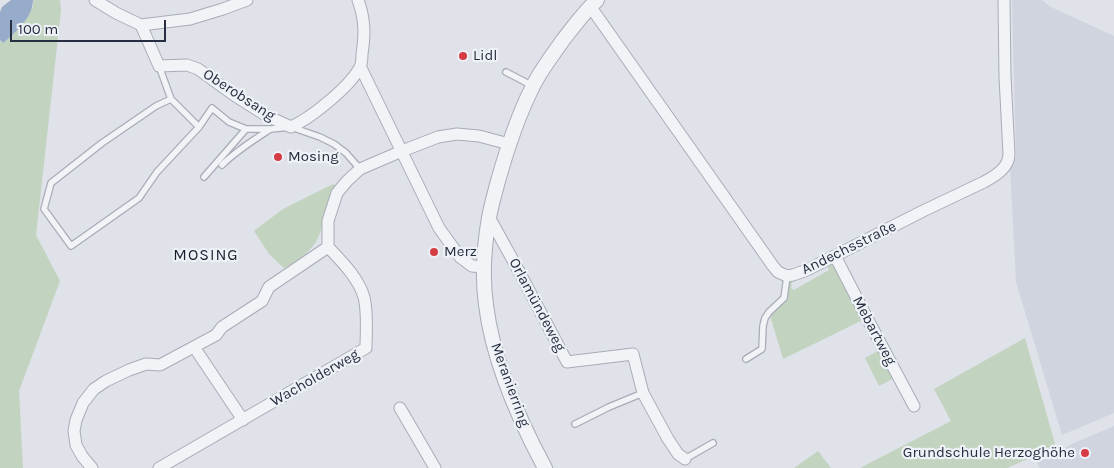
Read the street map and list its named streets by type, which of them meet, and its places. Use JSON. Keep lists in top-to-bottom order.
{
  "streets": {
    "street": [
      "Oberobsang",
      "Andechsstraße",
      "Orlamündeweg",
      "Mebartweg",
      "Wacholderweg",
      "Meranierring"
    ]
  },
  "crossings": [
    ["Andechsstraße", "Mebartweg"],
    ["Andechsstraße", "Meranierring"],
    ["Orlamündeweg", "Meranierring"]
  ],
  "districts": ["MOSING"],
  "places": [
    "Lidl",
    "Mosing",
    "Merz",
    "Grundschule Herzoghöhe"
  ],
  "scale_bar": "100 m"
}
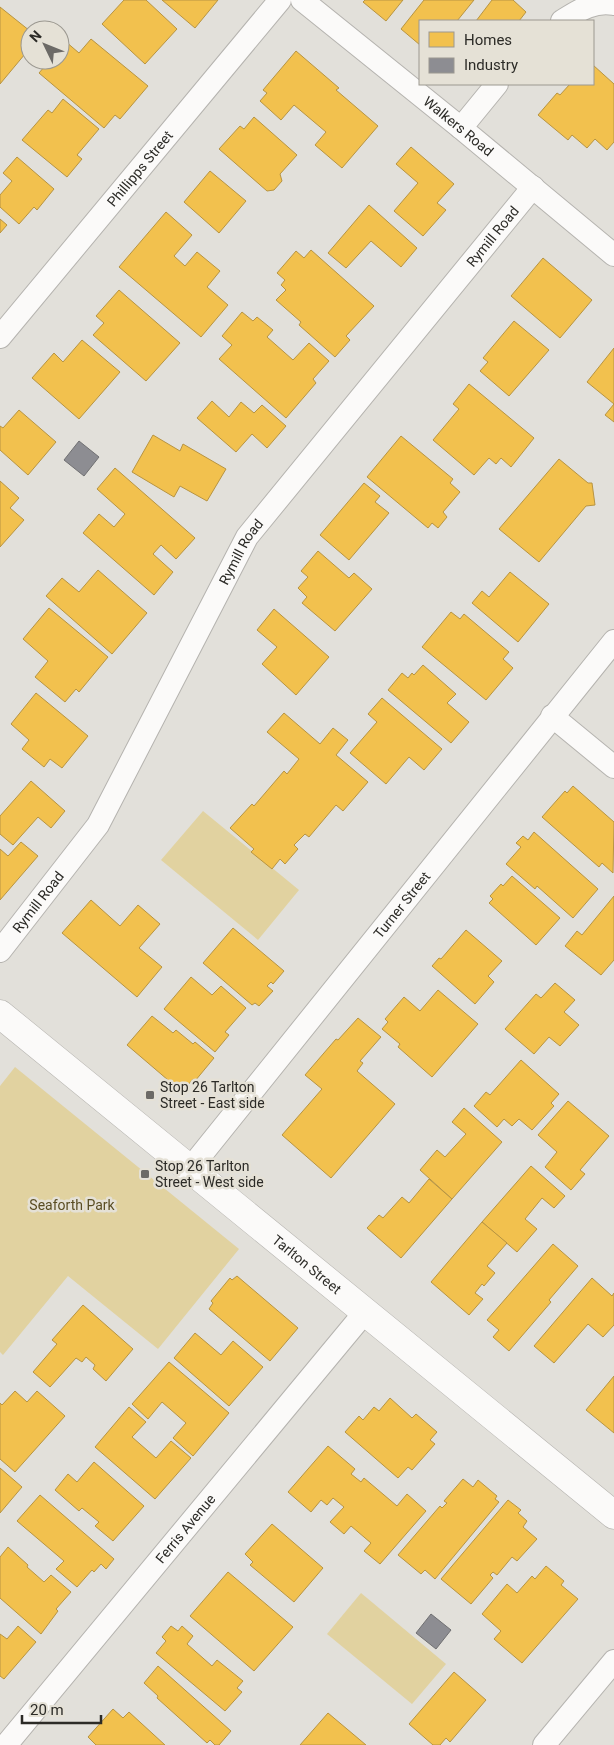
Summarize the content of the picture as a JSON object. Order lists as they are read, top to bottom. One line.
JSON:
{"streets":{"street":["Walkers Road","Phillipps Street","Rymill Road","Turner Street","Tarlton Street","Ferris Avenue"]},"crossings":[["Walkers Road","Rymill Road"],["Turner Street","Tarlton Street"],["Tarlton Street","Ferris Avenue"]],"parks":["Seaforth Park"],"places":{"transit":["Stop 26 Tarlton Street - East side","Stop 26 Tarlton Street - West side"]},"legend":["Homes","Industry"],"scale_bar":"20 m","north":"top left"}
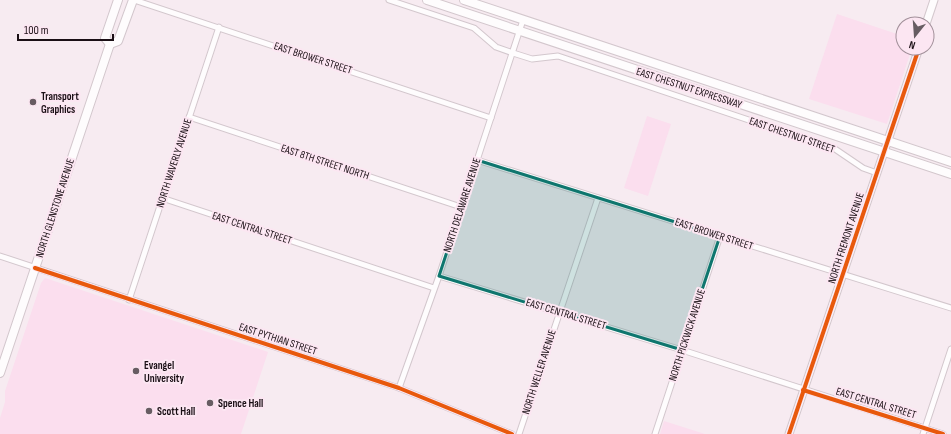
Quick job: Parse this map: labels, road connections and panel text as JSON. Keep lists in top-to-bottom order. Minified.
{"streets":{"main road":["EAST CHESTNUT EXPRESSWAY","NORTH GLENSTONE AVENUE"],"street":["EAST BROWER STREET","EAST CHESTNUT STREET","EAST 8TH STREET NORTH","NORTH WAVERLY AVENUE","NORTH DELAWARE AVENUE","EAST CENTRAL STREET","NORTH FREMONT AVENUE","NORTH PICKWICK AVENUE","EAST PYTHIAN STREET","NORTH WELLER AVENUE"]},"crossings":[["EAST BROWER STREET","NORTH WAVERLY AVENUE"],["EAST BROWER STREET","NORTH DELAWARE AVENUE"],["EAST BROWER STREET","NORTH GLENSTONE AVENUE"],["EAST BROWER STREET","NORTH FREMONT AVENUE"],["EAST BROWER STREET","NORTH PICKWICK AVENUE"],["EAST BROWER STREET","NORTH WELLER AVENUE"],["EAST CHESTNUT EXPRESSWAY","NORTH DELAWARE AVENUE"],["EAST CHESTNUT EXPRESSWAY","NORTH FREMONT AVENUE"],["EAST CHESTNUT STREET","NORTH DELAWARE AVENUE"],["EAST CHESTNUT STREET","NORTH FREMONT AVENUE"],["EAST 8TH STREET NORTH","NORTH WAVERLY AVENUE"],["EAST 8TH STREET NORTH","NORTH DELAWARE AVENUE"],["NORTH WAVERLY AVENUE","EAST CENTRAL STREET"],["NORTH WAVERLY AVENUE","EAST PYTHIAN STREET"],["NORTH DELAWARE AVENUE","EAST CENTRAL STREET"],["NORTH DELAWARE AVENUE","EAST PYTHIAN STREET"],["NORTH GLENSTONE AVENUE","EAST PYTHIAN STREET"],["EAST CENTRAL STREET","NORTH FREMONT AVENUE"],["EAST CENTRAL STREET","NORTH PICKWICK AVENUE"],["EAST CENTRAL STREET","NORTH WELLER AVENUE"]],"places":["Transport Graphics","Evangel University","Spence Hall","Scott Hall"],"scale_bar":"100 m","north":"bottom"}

———

Task item - Which lines of the data contain the string "JSON"? Copy each of them.

Answer below -
Read the street map and list its named streets by type, which of them meet, and its places. Use JSON. Keep lists in top-to-bottom order.
Summarize the content of the picture as a JSON object. Order lists as they are read, top to bottom. One line.
JSON:
Quick job: Parse this map: labels, road connections and panel text as JSON. Keep lists in top-to-bottom order. Minified.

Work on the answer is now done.